Stored data entries

'''

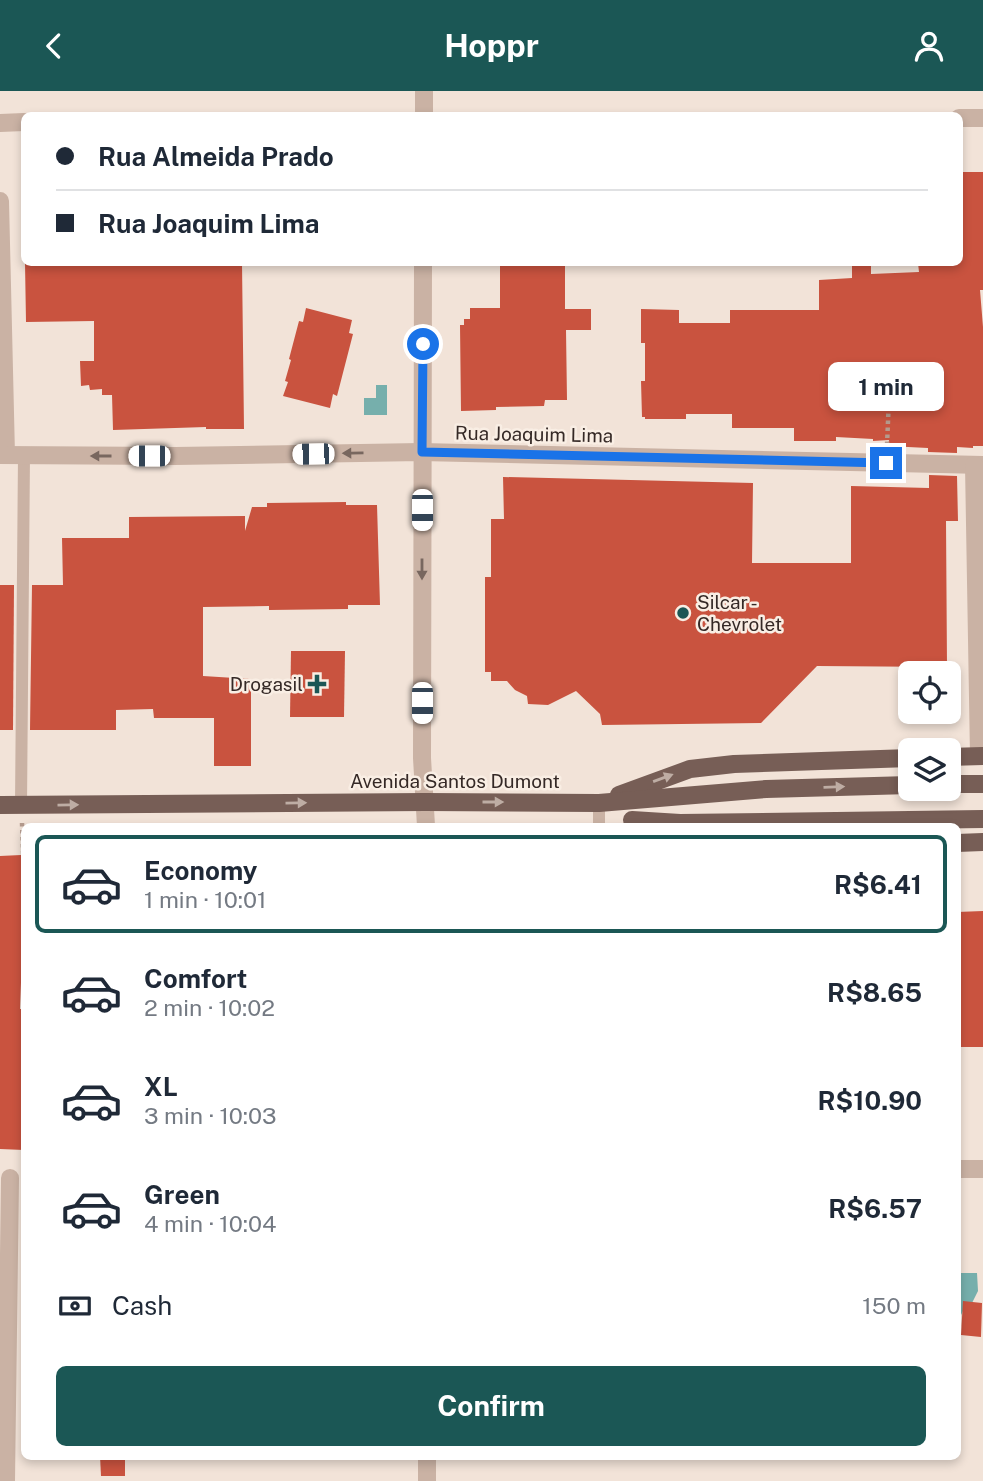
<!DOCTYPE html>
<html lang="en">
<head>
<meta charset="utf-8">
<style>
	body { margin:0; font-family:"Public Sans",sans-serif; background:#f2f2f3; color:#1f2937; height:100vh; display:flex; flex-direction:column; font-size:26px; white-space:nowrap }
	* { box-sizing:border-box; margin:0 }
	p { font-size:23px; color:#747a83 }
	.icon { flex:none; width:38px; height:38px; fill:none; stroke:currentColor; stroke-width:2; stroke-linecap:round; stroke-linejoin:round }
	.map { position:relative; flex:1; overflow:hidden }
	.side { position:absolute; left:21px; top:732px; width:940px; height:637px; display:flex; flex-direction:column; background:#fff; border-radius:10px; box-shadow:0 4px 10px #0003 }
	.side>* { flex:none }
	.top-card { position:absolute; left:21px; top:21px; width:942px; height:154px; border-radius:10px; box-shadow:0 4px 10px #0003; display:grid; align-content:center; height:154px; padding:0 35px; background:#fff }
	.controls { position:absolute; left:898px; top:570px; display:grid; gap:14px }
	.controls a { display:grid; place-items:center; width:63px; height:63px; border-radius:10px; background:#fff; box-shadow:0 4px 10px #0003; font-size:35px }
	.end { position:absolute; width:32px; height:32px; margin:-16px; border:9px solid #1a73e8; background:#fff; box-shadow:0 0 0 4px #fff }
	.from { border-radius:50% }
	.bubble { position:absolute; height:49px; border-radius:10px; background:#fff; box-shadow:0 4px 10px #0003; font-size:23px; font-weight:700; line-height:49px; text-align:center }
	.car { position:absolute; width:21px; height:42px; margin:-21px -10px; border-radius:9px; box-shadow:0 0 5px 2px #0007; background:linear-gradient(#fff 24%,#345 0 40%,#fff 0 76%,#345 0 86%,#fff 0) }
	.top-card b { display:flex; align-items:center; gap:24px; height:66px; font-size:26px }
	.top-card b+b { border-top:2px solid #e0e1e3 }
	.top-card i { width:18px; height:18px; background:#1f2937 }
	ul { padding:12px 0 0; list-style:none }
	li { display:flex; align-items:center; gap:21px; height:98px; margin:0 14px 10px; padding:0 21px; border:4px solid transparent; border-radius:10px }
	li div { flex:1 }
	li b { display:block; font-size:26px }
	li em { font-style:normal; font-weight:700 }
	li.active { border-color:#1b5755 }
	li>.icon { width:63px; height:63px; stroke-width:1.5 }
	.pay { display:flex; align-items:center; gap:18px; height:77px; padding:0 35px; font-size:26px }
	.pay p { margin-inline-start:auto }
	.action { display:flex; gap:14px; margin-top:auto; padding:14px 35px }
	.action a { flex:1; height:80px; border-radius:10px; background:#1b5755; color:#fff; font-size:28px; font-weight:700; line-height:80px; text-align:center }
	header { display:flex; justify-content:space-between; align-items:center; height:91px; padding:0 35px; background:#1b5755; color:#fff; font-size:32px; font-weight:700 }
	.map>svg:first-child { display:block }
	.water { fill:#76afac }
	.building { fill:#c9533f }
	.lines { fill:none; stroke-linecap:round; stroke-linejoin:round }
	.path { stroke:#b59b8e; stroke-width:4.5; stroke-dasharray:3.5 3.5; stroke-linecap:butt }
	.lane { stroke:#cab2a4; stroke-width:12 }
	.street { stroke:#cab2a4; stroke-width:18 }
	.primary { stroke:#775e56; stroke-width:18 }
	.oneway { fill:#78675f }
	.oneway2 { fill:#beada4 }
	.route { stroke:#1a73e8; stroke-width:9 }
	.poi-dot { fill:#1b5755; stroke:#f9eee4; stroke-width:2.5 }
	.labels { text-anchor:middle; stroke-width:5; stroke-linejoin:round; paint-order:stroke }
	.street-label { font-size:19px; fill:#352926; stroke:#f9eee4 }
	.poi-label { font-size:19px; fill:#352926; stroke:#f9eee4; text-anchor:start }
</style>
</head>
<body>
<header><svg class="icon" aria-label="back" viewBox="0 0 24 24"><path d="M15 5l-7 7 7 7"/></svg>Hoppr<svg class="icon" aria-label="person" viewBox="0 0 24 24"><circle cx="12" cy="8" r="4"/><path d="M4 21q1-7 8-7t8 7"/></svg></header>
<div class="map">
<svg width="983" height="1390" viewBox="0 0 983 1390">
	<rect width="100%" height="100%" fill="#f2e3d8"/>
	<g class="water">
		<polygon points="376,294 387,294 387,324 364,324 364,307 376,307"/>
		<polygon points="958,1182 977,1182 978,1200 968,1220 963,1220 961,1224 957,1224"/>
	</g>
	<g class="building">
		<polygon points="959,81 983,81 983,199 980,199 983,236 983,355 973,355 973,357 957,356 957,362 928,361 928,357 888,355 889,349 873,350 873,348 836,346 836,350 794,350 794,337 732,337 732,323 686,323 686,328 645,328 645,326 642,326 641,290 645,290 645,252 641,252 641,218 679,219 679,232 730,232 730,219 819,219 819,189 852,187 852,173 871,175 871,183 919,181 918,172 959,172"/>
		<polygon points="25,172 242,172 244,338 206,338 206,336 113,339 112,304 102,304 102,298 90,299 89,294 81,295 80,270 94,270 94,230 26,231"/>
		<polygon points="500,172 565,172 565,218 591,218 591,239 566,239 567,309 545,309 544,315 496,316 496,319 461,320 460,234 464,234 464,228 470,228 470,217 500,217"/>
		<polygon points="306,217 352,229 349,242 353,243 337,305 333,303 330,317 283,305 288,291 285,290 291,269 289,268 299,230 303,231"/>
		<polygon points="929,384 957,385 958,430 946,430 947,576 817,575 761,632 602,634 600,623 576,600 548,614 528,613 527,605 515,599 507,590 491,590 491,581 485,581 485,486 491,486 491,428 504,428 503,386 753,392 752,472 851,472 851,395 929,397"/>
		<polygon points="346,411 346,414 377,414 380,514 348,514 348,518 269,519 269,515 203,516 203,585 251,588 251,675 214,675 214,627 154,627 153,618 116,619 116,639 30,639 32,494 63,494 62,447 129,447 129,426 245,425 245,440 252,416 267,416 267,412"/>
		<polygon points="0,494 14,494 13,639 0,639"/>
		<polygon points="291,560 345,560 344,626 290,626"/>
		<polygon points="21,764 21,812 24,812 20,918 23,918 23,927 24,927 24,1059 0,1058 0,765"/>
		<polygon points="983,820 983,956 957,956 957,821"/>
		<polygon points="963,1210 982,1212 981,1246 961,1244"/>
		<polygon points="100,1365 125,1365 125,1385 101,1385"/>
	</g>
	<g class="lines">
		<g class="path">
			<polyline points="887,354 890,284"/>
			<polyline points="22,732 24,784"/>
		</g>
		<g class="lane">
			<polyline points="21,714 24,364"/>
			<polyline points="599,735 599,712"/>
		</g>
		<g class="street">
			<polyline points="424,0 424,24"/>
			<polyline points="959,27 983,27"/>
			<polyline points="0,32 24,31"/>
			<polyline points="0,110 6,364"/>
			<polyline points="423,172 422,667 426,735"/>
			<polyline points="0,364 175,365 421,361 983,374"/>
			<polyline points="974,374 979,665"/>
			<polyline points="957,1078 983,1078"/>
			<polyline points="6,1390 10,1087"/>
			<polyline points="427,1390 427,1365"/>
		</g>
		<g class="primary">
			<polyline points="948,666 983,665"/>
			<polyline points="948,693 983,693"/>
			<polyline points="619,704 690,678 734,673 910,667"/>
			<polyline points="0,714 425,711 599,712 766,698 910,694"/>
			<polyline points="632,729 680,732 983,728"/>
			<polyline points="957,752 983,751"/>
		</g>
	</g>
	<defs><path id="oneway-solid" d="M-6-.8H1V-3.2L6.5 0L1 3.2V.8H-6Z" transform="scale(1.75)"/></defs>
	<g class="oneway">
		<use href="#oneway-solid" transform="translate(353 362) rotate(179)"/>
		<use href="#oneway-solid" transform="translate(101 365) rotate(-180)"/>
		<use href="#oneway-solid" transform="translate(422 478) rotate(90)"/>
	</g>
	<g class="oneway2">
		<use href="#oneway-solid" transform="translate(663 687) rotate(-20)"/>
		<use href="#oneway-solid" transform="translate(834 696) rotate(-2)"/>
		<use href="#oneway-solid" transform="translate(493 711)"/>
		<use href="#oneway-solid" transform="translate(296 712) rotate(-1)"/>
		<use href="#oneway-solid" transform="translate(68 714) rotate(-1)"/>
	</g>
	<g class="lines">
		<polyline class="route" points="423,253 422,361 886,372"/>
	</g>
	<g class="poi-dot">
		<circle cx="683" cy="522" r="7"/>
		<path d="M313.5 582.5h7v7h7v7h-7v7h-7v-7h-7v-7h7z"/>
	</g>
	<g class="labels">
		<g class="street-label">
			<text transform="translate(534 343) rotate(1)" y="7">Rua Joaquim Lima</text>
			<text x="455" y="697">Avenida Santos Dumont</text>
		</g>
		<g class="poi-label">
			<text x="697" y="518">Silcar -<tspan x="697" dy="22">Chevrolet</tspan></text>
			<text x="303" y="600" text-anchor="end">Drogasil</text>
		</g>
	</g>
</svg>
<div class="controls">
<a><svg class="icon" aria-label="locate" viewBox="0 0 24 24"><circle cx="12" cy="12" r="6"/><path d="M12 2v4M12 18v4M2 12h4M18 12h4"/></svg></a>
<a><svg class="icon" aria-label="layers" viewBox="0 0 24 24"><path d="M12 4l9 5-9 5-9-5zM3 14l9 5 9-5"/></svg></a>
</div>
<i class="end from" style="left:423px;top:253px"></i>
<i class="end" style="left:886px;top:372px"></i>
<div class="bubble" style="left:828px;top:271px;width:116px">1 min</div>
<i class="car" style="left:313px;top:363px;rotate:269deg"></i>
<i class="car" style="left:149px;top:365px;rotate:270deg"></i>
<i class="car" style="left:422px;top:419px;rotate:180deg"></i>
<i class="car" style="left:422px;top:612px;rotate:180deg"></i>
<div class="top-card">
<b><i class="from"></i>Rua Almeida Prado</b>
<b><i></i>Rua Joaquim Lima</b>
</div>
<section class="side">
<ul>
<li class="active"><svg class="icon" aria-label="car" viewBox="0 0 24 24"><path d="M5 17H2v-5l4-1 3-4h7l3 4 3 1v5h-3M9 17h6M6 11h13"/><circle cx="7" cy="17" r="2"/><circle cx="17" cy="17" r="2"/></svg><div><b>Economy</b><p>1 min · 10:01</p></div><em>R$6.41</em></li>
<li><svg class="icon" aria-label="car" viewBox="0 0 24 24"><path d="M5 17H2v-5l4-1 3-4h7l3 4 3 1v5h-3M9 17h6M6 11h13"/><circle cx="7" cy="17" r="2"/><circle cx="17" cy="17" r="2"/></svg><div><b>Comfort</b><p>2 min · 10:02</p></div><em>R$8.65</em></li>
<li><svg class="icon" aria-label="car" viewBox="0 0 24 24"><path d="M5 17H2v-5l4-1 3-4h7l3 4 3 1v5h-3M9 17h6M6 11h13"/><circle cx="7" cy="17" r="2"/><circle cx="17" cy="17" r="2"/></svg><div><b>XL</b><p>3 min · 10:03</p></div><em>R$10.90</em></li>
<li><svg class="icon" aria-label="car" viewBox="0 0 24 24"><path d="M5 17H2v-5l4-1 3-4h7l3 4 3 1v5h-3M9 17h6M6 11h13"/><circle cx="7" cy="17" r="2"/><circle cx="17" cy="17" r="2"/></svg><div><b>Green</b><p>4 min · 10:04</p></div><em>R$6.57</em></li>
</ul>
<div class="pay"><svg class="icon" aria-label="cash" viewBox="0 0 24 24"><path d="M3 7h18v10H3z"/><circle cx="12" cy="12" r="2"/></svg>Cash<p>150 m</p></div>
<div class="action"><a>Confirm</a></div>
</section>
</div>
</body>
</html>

'''

- **Task**
Pictures stay out. Repeat only the lines from the beginning of the data through the line that has "position:relative; flex:1; overflow:hidden".

- **Task answer**
<!DOCTYPE html>
<html lang="en">
<head>
<meta charset="utf-8">
<style>
	body { margin:0; font-family:"Public Sans",sans-serif; background:#f2f2f3; color:#1f2937; height:100vh; display:flex; flex-direction:column; font-size:26px; white-space:nowrap }
	* { box-sizing:border-box; margin:0 }
	p { font-size:23px; color:#747a83 }
	.icon { flex:none; width:38px; height:38px; fill:none; stroke:currentColor; stroke-width:2; stroke-linecap:round; stroke-linejoin:round }
	.map { position:relative; flex:1; overflow:hidden }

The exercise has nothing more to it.